È appena calato, finalmente, il sipario sull’ultimo atto di un dramma trasformato in farsa. Protagonista inconsapevole e, insieme, vittima è la piccola Denise Pipitone, scomparsa sedici anni fa e il cui destino non è ancora dato sapere quale sia. Carnefici, invece, giornalisti e conduttori senza scrupoli, votati allo share e al sensazionalismo, sui cui altari sacrificano l’innocenza e la triste sorte di una bambina e della sua famiglia.

La vicenda della scomparsa è ormai arcinota. Nell’ultima settima è balzata di nuovo agli onori delle cronache dopo una segnalazione giunta alla redazione di “Chi l’ha visto” da parte di un’infermiera di origini russe residente in Italia, che guardando un programma in onda sul primo canale russo ha notato una somiglianza, a suo dire, strabiliante tra una ragazza russa e Piera Maggio, mamma di Denise. La giovane, Olesya Rostov, diventa il centro di una affannosa rincorsa allo scoop a tutti i costi, sia da parte italiana che da parte russa. Oggi alla fine dello spettacolo è uscita la verità: Denise e Olesya non sono la stessa persona. Ma cosa è successo davvero in questi giorni?

Il potere della suggestione

Federica Sciarelli, dopo il lancio di uno spot dall’indubitabile potenziale attrattivo, apre la puntata di “Chi l’ha visto” dello scorso mercoledì (31 marzo 2021, ndr) annunciando con simulata ingenuità che non si sarebbe mai aspettata che un semplice spot promozionale della puntata avrebbe suscitato un simile clamore. Ora, si fa fatica a credere che una redazione esperta come quella di “Chi l’ha visto” non sia in grado di valutare l’impatto sul pubblico di una pubblicità in cui si annunciano sviluppi clamorosi su un rapimento rimasto irrisolto per più di sedici anni. Verrebbe da pensare, neanche con troppa malizia, che l’intento di quello spot sia stato proprio quello di lanciare l’amo in attesa che il pubblico abboccasse. Ma soprassediamo e andiamo avanti. Il resto del blocco dedicato alla pseudo-Denise è stato un continuo calcare la mano su suggestioni derivanti dall’accostamento dell’immagine con quella di Piera, di Denise, di Piero Polizzi, delle sorellastre di Denise. Naturalmente, come nella migliore delle tradizioni mistificatorie, di volta in volta è stata presa come confronto l’immagine con l’angolazione da cui Olesya era più somigliante all’uno o all’altro dei familiari con cui veniva comparata. In un crescendum, in cui si sono susseguiti riferimenti a piste mai seguite e velati accenni intrisi di pregiudizio sulla tendenza dei rom a rubare bambini, l’apice è stato toccato quando la voce della giovane russa è stata messa a confronto con quella della piccola Denise. Passino gli accostamenti discrezionali, ma con quale criterio logico si pretende di comparare la voce di una bambina con quella di un’adulta, che, oltretutto parla una lingua diversa e prosodicamente agli antipodi dell’italiano? L’unico criterio ammissibile è quello della facile suggestionabilità, appunto.

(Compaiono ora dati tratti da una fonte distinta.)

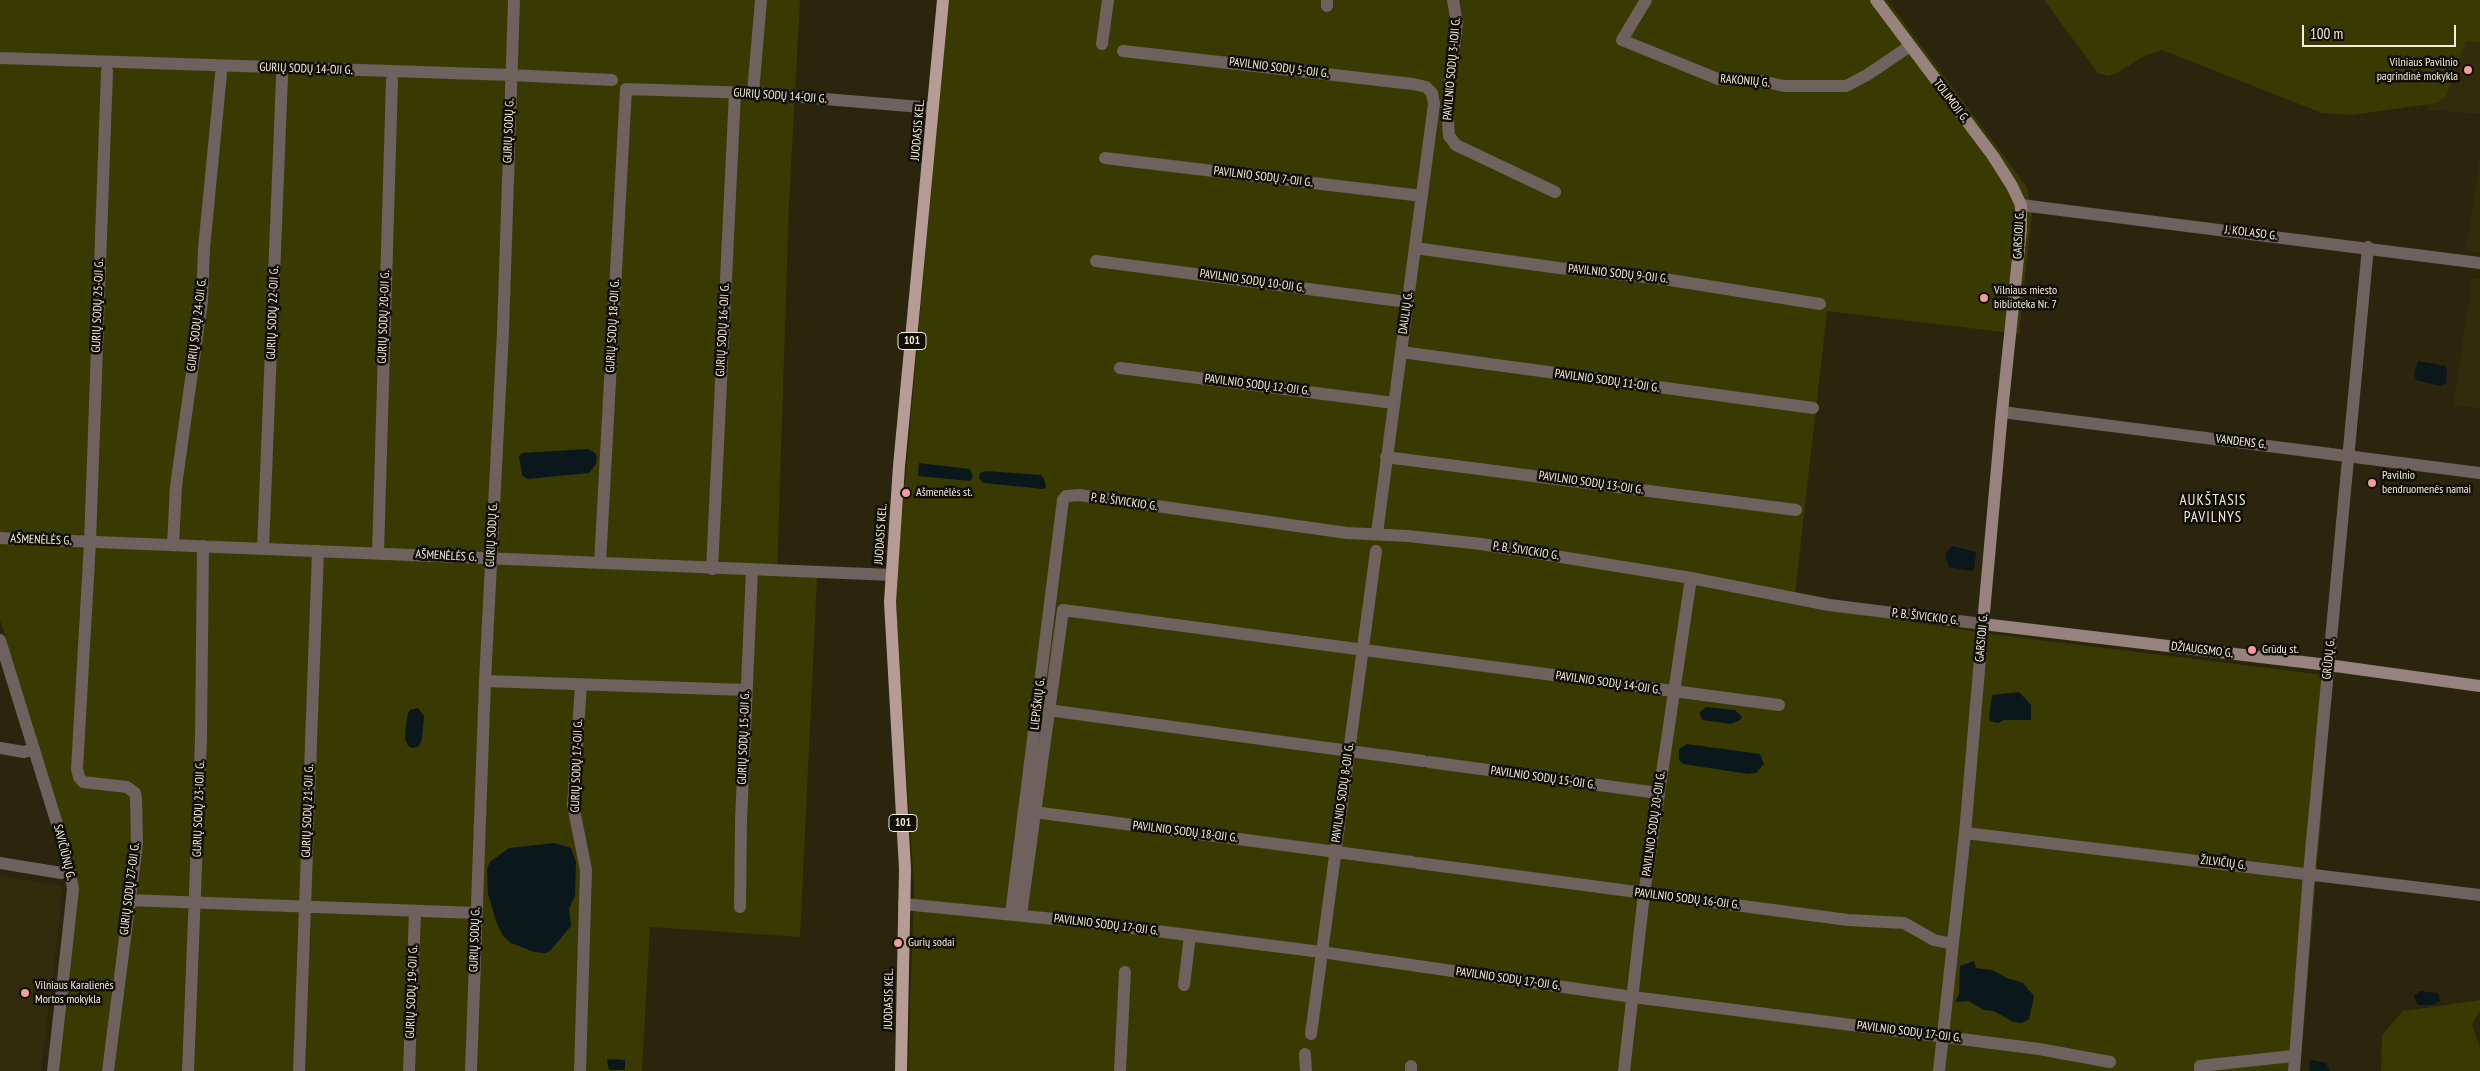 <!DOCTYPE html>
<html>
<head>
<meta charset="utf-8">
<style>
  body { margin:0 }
  #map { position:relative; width:2480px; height:1071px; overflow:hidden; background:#2b250d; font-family:"PT Sans Narrow",sans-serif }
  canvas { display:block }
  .scale { position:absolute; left:2302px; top:25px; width:154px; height:22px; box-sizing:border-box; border:2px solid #f2efe0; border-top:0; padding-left:6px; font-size:15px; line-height:18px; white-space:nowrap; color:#f2efe0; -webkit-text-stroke:4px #110e05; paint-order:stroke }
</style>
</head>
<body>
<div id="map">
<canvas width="2480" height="1071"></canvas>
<div class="scale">100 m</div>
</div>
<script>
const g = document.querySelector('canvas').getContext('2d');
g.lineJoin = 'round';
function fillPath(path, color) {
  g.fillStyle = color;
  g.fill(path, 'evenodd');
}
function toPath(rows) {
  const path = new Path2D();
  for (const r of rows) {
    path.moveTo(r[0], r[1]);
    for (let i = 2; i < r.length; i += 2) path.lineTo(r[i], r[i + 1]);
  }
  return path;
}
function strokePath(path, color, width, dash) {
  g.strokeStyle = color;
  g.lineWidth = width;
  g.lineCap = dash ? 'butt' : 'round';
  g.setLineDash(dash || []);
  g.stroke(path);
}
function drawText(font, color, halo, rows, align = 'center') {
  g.font = font + ' "PT Sans Narrow",sans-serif';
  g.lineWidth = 5;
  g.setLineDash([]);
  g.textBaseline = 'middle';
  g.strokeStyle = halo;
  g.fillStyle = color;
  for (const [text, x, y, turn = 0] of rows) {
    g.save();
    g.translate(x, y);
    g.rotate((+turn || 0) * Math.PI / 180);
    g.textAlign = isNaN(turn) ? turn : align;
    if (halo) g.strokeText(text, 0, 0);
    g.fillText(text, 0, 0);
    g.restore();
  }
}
fillPath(toPath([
  [2473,38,2480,40,2480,114,2427,110,2428,104,2437,103,2446,97,2465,43],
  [2480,158,2480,253,2466,251],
  [2472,278,2480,279,2480,408,2454,405],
  [0,876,61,886,60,914,41,1071,0,1071]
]), '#332c0c');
fillPath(toPath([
  [0,0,800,0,789,204,777,575,817,578,800,937,650,927,642,1071,58,1071,78,889,76,866,0,619],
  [948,0,1887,0,2027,187,2032,213,2019,334,1827,311,1794,604,1991,634,2333,676,2300,1071,908,1071,914,887,896,609,898,561],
  [2044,0,2480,0,2480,42,2468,41,2465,43,2446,97,2437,103,2352,115,2322,113,2162,50,2144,56,2117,73,2107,76,2098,73],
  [2480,1000,2480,1010,2472,1024,2480,1049,2480,1071,2381,1071,2382,1035,2403,1011]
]), '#383a02');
fillPath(toPath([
  [2418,361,2445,366,2447,369,2446,383,2440,386,2416,380,2414,373],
  [588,449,595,453,597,458,596,464,589,473,527,479,522,475,519,456,522,453],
  [919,463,970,469,973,477,970,481,918,476],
  [986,471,1041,475,1044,479,1046,486,1044,489,983,483,979,478,980,473],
  [1952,546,1976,552,1974,569,1971,571,1949,567,1945,554],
  [2019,692,2031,705,2031,720,2004,720,1998,723,1990,721,1989,717,1992,695],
  [1706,707,1735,710,1742,717,1740,720,1731,724,1703,720,1699,713],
  [418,708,424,716,422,739,419,746,413,748,409,747,405,739,406,725,408,713,410,710],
  [1687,744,1760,754,1764,764,1756,773,1748,774,1683,764,1679,760,1679,749],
  [554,843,571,848,576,862,575,896,569,909,571,926,550,951,545,953,534,952,511,943,503,936,497,924,488,894,487,869,490,862,509,848],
  [1974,961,1976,968,1992,970,2007,978,2023,983,2034,996,2029,1019,2022,1023,2013,1022,1994,1011,1984,1010,1968,1001,1955,1002,1959,994,1960,966],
  [2420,991,2438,993,2440,1001,2433,1005,2418,1005,2414,996],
  [610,1059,625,1060,625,1070,609,1070,607,1060],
  [2311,1060,2326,1063,2330,1071,2310,1071,2309,1063]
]), '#0a171b');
strokePath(toPath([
  [1453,0,1457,23,1447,107,1449,136,1456,145,1555,192],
  [1646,0,1622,40,1718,79,1761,81,1784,86,1846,86,1867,75,1910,46],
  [1327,6,1327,0],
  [1102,44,1108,0],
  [1123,51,1413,84,1426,87,1432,93,1434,104,1377,533],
  [0,58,511,75,612,80],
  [107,71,90,542,77,769,79,777,83,782,127,787,135,793,136,799,137,844,108,1071],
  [753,93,761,0],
  [1105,158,1422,196],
  [2021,205,2480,263],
  [1415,248,1559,268,1664,279,1820,304],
  [1096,261,1407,302],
  [1401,352,1813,408],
  [1120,368,1394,403],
  [2002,412,2480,473],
  [1386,457,1796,510],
  [0,538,892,575],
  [173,545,176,486,202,301,204,248,221,74],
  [263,548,282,77],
  [378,553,392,80],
  [600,563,626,89,753,93,933,108],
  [712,569,735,92],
  [0,640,67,856,73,889,53,1071],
  [485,681,746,690],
  [1048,710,1423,761],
  [0,748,24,752,34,749],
  [1429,762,1658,793],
  [1034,812,1412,862],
  [1965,833,2480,895],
  [0,863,61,873,70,871],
  [1418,863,1848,920,1904,923,1934,940,1953,944],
  [128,900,476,913],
  [904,904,1094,923,1321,952,1633,997,2039,1049,2110,1062],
  [740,907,741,821,752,570],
  [1011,914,1063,500,1066,496,1079,495,1347,533,1408,536,1481,544,1691,578,1829,605,1983,624,1965,833,1939,1071],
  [1021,915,1063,610,1779,705],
  [1184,985,1190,935],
  [1311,1034,1376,551],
  [1305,1054,1306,1071],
  [1411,1066,1411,1071],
  [188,1071,201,739,203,546],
  [299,1071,318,551],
  [409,1071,415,912],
  [471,1071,485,681,503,331,514,0],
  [580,1071,586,870,573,805,581,684],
  [1120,1071,1125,972],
  [1624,1071,1644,894,1691,578],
  [2200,1071,2200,1066,2293,1056],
  [2294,1071,2309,873,2368,247]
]), '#6e615e', 12);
strokePath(toPath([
  [1876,0,1993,156,2012,186,2021,205,2021,229,2002,412,1983,624,2328,665,2480,686]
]), '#97827e', 12);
strokePath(toPath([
  [901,1071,905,869,890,602,899,466,943,0]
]), '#b79c96', 12);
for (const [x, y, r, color] of [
  [2468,70,5,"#f49aa1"],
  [1984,298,5,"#f49aa1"],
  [2372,483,5,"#f49aa1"],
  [906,493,5,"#f49aa1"],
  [2252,650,5,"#f49aa1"],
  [898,943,5,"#f49aa1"],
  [25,993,5,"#f49aa1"]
]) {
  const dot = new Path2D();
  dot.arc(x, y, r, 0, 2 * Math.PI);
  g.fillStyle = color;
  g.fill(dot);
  strokePath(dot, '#110e05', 2);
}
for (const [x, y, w] of [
  [912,341,28],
  [903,823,28]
]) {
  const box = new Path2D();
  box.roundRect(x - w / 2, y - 8.5, w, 17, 4);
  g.fillStyle = '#110e05';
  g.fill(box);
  strokePath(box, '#f2efe0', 1);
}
drawText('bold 11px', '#f2efe0', null, [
  ["101",912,341],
  ["101",903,823]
]);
drawText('12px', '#f2efe0', '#110e05', [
  ["Vilniaus Pavilnio",2458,63,"right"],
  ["pagrindinė mokykla",2458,77,"right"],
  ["Vilniaus miesto",1994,291],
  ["biblioteka Nr. 7",1994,305],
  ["Pavilnio",2382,476],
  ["bendruomenės namai",2382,490],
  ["Ašmenėlės st.",916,493],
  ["Grūdų st.",2262,650],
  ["Gurių sodai",908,943],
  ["Vilniaus Karalienės",35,986],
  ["Mortos mokykla",35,1000]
], 'left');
drawText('12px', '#f2efe0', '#110e05', [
  ["PAVILNIO SODŲ 5-OJI G.",1279,68,7],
  ["GURIŲ SODŲ 14-OJI G.",306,69,2],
  ["PAVILNIO SODŲ 3-IOJI G.",1452,69,-85],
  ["RAKONIŲ G.",1745,81,5],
  ["GURIŲ SODŲ 14-OJI G.",780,96,4],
  ["TOLIMOJI G.",1951,101,53],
  ["JUODASIS KEL.",918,130,-85],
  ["GURIŲ SODŲ G.",509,131,-88],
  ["PAVILNIO SODŲ 7-OJI G.",1263,177,7],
  ["J. KOLASO G.",2251,233,7],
  ["GARSIOJI G.",2019,235,-87],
  ["PAVILNIO SODŲ 9-OJI G.",1618,274,6],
  ["PAVILNIO SODŲ 10-OJI G.",1252,281,8],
  ["GURIŲ SODŲ 25-OJI G.",98,306,-88],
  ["GURIŲ SODŲ 22-OJI G.",273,313,-88],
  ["DAULIŲ G.",1406,313,-82],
  ["GURIŲ SODŲ 20-OJI G.",384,317,-88],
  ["GURIŲ SODŲ 24-OJI G.",197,325,-83],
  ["GURIŲ SODŲ 18-OJI G.",613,326,-87],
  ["GURIŲ SODŲ 16-OJI G.",723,330,-87],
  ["PAVILNIO SODŲ 11-OJI G.",1607,381,8],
  ["PAVILNIO SODŲ 12-OJI G.",1257,385,7],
  ["VANDENS G.",2241,442,7],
  ["PAVILNIO SODŲ 13-OJI G.",1591,483,8],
  ["P. B. ŠIVICKIO G.",1124,502,8],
  ["JUODASIS KEL.",881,534,-86],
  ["GURIŲ SODŲ G.",492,535,-87],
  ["AŠMENĖLĖS G.",41,540,2],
  ["P. B. ŠIVICKIO G.",1526,551,9],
  ["AŠMENĖLĖS G.",446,556,3],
  ["P. B. ŠIVICKIO G.",1925,617,7],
  ["GARSIOJI G.",1982,638,-85],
  ["DŽIAUGSMO G.",2202,650,7],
  ["GRŪDŲ G.",2329,659,-84],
  ["PAVILNIO SODŲ 14-OJI G.",1608,683,8],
  ["LIEPIŠKIŲ G.",1038,704,-83],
  ["GURIŲ SODŲ 15-OJI G.",744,738,-88],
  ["GURIŲ SODŲ 17-OJI G.",577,766,-88],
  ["PAVILNIO SODŲ 15-OJI G.",1543,778,8],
  ["PAVILNIO SODŲ 8-OJI G.",1343,793,-82],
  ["GURIŲ SODŲ 23-IOJI G.",199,809,-88],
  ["GURIŲ SODŲ 21-OJI G.",308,811,-88],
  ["PAVILNIO SODŲ 20-OJI G.",1654,824,-82],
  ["PAVILNIO SODŲ 18-OJI G.",1185,832,7],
  ["SAVIČIŪNŲ G.",64,852,76],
  ["ŽILVIČIŲ G.",2223,863,7],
  ["GURIŲ SODŲ 27-OJI G.",130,889,-83],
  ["PAVILNIO SODŲ 16-OJI G.",1687,899,7],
  ["PAVILNIO SODŲ 17-OJI G.",1106,925,7],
  ["GURIŲ SODŲ G.",475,940,-88],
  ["PAVILNIO SODŲ 17-OJI G.",1508,979,8],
  ["GURIŲ SODŲ 19-OJI G.",412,992,-88],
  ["JUODASIS KEL.",889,999,-89],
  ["PAVILNIO SODŲ 17-OJI G.",1909,1032,7]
]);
g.letterSpacing = '1px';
drawText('15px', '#f2efe0', '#110e05', [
  ["AUKŠTASIS",2213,501],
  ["PAVILNYS",2213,518]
]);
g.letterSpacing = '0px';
</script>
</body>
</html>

Tra share e (mancata) sensibilità

Ma la farsa continua. E coinvolge altri presentatori, tra cui Barbara d’Urso che con il suo solito fare intercetta in giro aggiornamenti SHOCK; coinvolge il legale della famiglia Maggio, Giacomo Frazzitta, conteso tra tv italiana e tv russa; coinvolge giornalisti nostrani e russi. Non c’è bisogno di dirlo: ognuno di questi attori poco ha a cuore la protezione della famiglia addolorata e della piccola Denise. Tra test del Dna a favor di telecamera, tour in giro per la Russia a cercare la vera famiglia di Olesya, il sospetto sempre più pressante che la ragazza sia in realtà un’attrice e indignazione ipocrita di giornalisti italiani che aborriscono il comportamento dei colleghi russi, ma di loro si servono per montare le proprie notizie a cadere vittima di questa rete famelica è ancora una volta una bambina strappata alla sua famiglia quando aveva solo 3 anni: Denise.

Quello stesso studio, in cui era stata annunciata alla madre di Sarah Scazzi la morte della figlia in diretta, diventa il palcoscenico di un altro dramma nel dramma: il dolore che diventa un bene di consumo voracemente e insaziabilmente ingurgitato da un pubblico che si nutre dei drammi altrui per appagare il proprio voyerismo perverso. In questo dramma-farsa, direbbe Totò: “C’è tanta gente che si diverte a far piangere l’umanità, noi dobbiamo soffrire per divertirla”.